Ernesto Lupo lascia il 13 maggio. Per quella data il nuovo presidente va nominato. Non c’è molto tempo. E dopo le parole di Berlusconi una corsa già complicata è diventata tutta in salita. Perché è ovvio che la dote di un primo presidente dev’essere l’adamantina trasparenza nella vita e nella carriera. In quella di Santacroce si staglia l’ombra di Previti. Per carità, come vedremo dalle carte, nessun addebito, solo quello che Santacroce stesso, nell’aula del processo Sme, ha ammesso il 18 marzo del 2001, quando a interrogarlo, alle 15 e 15, fu il pm Ilda Boccassini.

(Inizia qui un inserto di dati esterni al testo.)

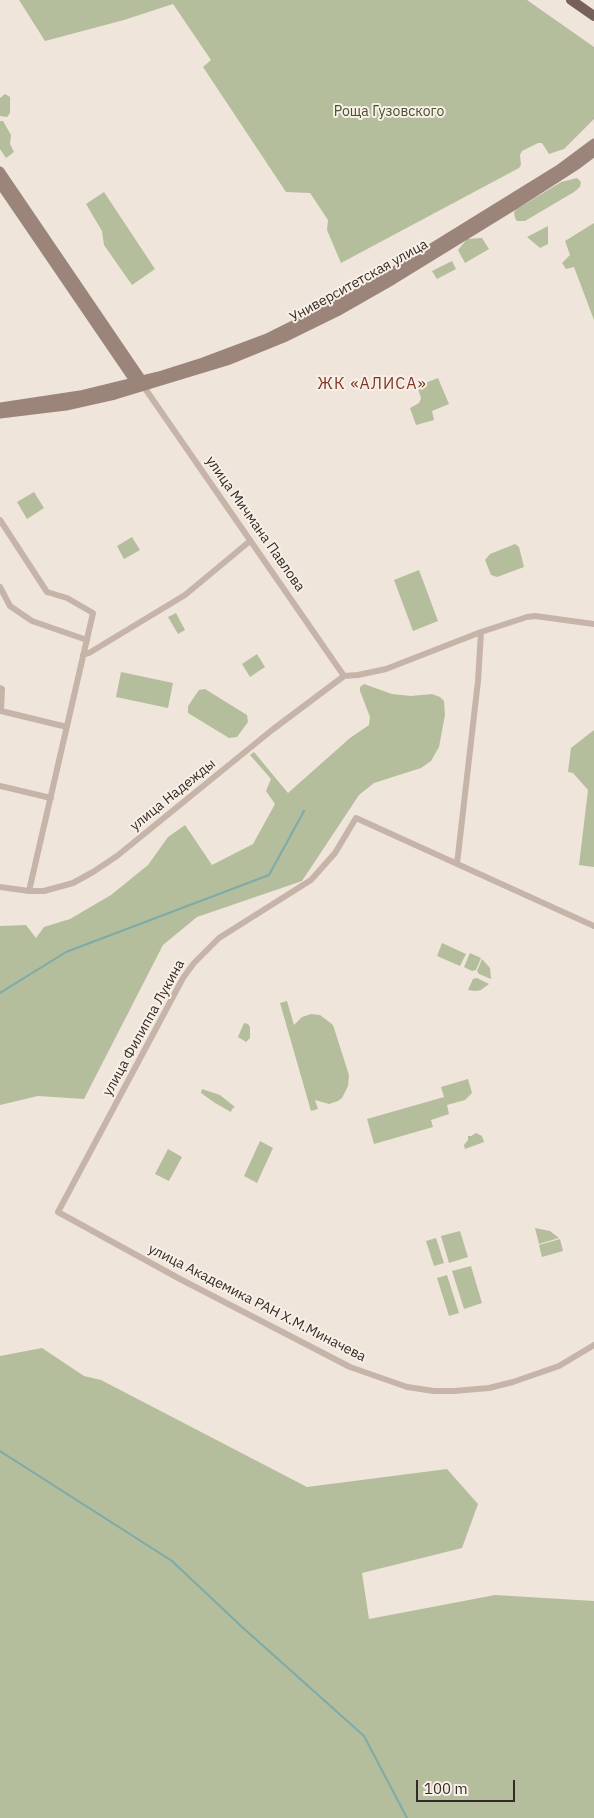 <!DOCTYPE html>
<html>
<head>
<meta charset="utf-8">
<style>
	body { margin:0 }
	#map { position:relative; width:594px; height:1818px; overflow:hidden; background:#f0e5db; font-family:"IBM Plex Sans",sans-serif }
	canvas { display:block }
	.scale { position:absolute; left:416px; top:1780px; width:99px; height:22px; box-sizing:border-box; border:2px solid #342b28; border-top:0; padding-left:6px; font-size:15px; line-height:18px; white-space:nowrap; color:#342b28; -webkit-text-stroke:4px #f8efe7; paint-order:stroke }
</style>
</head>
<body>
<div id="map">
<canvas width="594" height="1818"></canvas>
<div class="scale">100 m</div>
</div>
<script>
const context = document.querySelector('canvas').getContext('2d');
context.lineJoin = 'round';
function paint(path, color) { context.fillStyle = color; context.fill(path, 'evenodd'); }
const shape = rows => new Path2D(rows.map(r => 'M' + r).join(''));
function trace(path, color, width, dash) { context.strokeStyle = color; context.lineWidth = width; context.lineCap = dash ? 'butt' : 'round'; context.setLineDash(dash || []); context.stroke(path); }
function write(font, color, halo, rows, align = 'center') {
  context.font = font + ' "IBM Plex Sans",sans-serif'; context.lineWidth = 4; context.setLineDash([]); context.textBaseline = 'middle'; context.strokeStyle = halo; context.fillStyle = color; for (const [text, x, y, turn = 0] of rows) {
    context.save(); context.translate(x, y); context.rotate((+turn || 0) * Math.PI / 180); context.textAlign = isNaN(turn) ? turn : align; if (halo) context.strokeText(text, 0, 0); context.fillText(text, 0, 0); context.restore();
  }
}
const green = shape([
	[19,0,527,0,594,47,594,119,564,149,549,154,542,143,538,143,522,151,520,155,521,165,519,168,341,263,327,230,328,220,310,193,286,192,203,67,211,60,173,4,124,20,45,41],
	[5,94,10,97,10,113,7,117,0,116,0,98],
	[0,121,3,121,11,135,10,144,14,152,6,158,0,149],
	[577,178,581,182,580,187,574,192,525,221,517,221,515,218,514,212,517,209,561,182],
	[104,192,155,269,132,285,104,245,102,231,86,204],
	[594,223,594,320,574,267,566,269,562,263,570,255,565,241],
	[548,226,548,244,540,248,527,237],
	[482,238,489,249,465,263,458,250,467,239],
	[452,261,456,269,437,279,432,271],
	[438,378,449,404,432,411,434,420,416,425,410,408,419,403,421,398,417,386],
	[34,492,44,508,27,519,17,502],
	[132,537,140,550,124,559,117,546],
	[515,544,519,547,524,567,497,577,491,575,485,560,490,554],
	[419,570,438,621,413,631,394,580],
	[176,613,185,630,178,634,168,617],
	[257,654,265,667,250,677,242,664],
	[121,672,173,683,168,708,116,697],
	[364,684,392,694,411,696,432,694,440,697,444,701,445,715,439,747,431,761,421,768,374,783,359,795,302,881,197,917,163,945,84,1099,38,1096,0,1105,0,926,26,925,36,938,44,927,70,919,111,895,148,865,168,837,185,825,212,865,253,844,275,804,266,791,271,779,250,755,254,752,288,793,350,738,369,725,370,717,360,691,360,687],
	[205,689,247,715,248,722,237,737,229,738,188,713,188,706,199,690],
	[594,730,594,867,579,865,588,790,573,773,568,772,571,748],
	[442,943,466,954,460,966,437,956],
	[470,953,481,958,476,970,472,971,464,967],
	[482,959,490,968,491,979,479,974,477,971],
	[477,978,489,984,481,990,476,991,468,990,473,979],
	[287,1001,294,1025,302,1017,311,1014,320,1015,333,1025,349,1075,348,1086,342,1098,338,1101,329,1104,315,1100,318,1109,311,1111,280,1003],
	[244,1023,248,1024,250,1027,250,1038,246,1042,238,1037],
	[468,1079,472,1093,465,1100,447,1105,449,1114,431,1120,433,1127,374,1144,367,1119,444,1097,441,1087],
	[202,1089,220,1095,235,1107,232,1109,231,1112,215,1103,201,1093],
	[476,1133,482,1136,484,1142,465,1149,464,1145,468,1140,468,1136,471,1136],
	[260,1141,273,1148,257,1183,244,1176],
	[168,1149,182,1157,169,1181,155,1174],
	[535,1228,550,1231,559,1238,539,1244],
	[460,1231,468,1257,449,1263,441,1236],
	[436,1238,444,1263,434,1266,426,1241],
	[560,1239,563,1251,542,1257,539,1245],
	[471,1266,482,1303,464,1309,452,1271],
	[447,1275,459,1313,449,1316,437,1278],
	[42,1348,84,1376,101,1380,307,1487,447,1469,478,1504,462,1548,362,1573,369,1619,495,1595,594,1601,594,1818,0,1818,0,1356]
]);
const stream = shape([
	[0,993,66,952,269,875,304,811],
	[0,1451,172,1561,241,1626,364,1736,407,1818]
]);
const street = shape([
	[144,387,344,676],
	[0,520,47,592,67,598,93,613,29,891],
	[0,587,10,606,32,621,87,640],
	[83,655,89,653,185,595,250,541],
	[344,676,358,675,386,669,481,632,527,617,535,616,594,624],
	[0,688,2,689,1,711,67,727],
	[0,786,51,798],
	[457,864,478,681,481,632],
	[0,887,29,891,44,891,73,883,93,872,117,856,272,730,344,676],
	[594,926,356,818,335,853,311,880,219,938,194,963,183,978,58,1212,180,1279,350,1367,407,1387,434,1391,454,1391,489,1388,513,1382,559,1366,594,1345]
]);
const secondary = shape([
	[0,171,142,380,143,384],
	[0,184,135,382,139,384],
	[0,407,80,395,162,375,203,362,267,338,357,293,389,274,559,169,594,143],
	[0,414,66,406,115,395,227,361,286,337,337,312,393,280,515,205,577,165,594,152]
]);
const primary = shape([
	[571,0,594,16]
]);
const parkNames = [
	["Роща Гузовского",389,112]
];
const streetNames = [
	["Университетская улица",359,281,-29],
	["улица Мичмана Павлова",255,524,55],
	["улица Надежды",173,795,-39],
	["улица Филиппа Лукина",144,1028,-61],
	["улица Академика РАН Х.М.Миначева",257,1303,27]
];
const quarterNames = [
	["ЖК «АЛИСА»",372,384]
];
paint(green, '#b5be9c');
trace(stream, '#7cabaa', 2);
trace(street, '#c7b4a8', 6);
trace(secondary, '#9b847a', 9);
trace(primary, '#75615a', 10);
write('14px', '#46512d', '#f8efe7', parkNames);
write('14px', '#342b28', '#f8efe7', streetNames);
context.letterSpacing = '1px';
write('16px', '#7e3626', '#f8efe7', quarterNames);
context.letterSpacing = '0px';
</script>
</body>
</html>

«Lei conosce Previti?» chiede. Lui risponde: «Sì». E precisa: «L’ho visto pochissime volte, è un avvocato e l’ho conosciuto in questa veste, ma non ho mai avuto cause in comune».
Bisogna ricordarli quei processi Sme e Imi-Sir. Scaturiti dalle rivelazioni di Stefania Ariosto, l’ex fidanzata di Vittorio Dotti, che rivelò la rete delle assidue frequentazioni tra l’allora braccio destro di Berlusconi, nonché ex ministro della Difesa, e i magistrati del Porto delle nebbie. Squillante, Verde, Sammarco, Izzo, Vinci, Napolitano, Priore, Marvasi. Il famoso gruppo che a spese di Previti nell’88 andò a Washington per la kermesse della Niaf. In udienza Santacroce precisa. «A Gherardo Colombo (l’altro pm del processo, ndr.) ho detto che non ricordo esattamente quando ho conosciuto Previti. Io avevo un complesso musicale, ho sempre pensato di averlo conosciuto in una di quelle occasioni con la moglie». Poi, con voce sottile: «L’ho visto tre o quattro volte in tutta la mia vita». Chiede Boccassini: «È stato a casa di Previti?». Risposta: «Ho preso parte a una cena nello studio di via Cicerone». Lei incalza: «C’erano altri?». Lui, vago: «Credo di sì, uno o due, ma non ricordo chi erano». Il resto della deposizione riguarda il suo rapporto con la Niaf. Conosce «da ragazzo» il vice presidente Franco Nicotra, che invita le toghe segnalate da Previti e per cui lui paga viaggio e soggiorno. Santacroce no, è a spese di Niaf. Va in Usa dall’83 per conferenze sul terrorismo. «Le spese di viaggio erano addebitate a lei o erano fifty fifty?» chiede Boccassini. Lui: «Non potevo certo andare a spese mie per fare una conferenza».
Certo non si può ridurre a questo il ritratto di Santacroce, l’alto magistrato che ha fatto pulizia nella sezione fallimentare di Roma e che il 26 gennaio, aprendo l’anno giudiziario, ha tuonato contro «i magistrati che si propongono di redimere il mondo, quelli convinti che la spada della giustizia sia sempre senza fodero, pronta a colpire o a raddrizzare le schiene ». Sono i giorni di Ingroia candidato e Santacroce dice: «Questi magistrati parlano molto di sé anche fuori delle aule giudiziarie, senza rendersi conto che per dimostrare quell’imparzialità che è la nostra sola divisa, non bastano frasi a effetto». Neppure andare a casa di Previti, la cui storia giudiziaria tutti conosciamo, è un buon viatico per sedersi sulla poltrona del magistrato più alto in grado d’Italia. Su questo, con preoccupazione, s’interrogano in queste ore al Csm.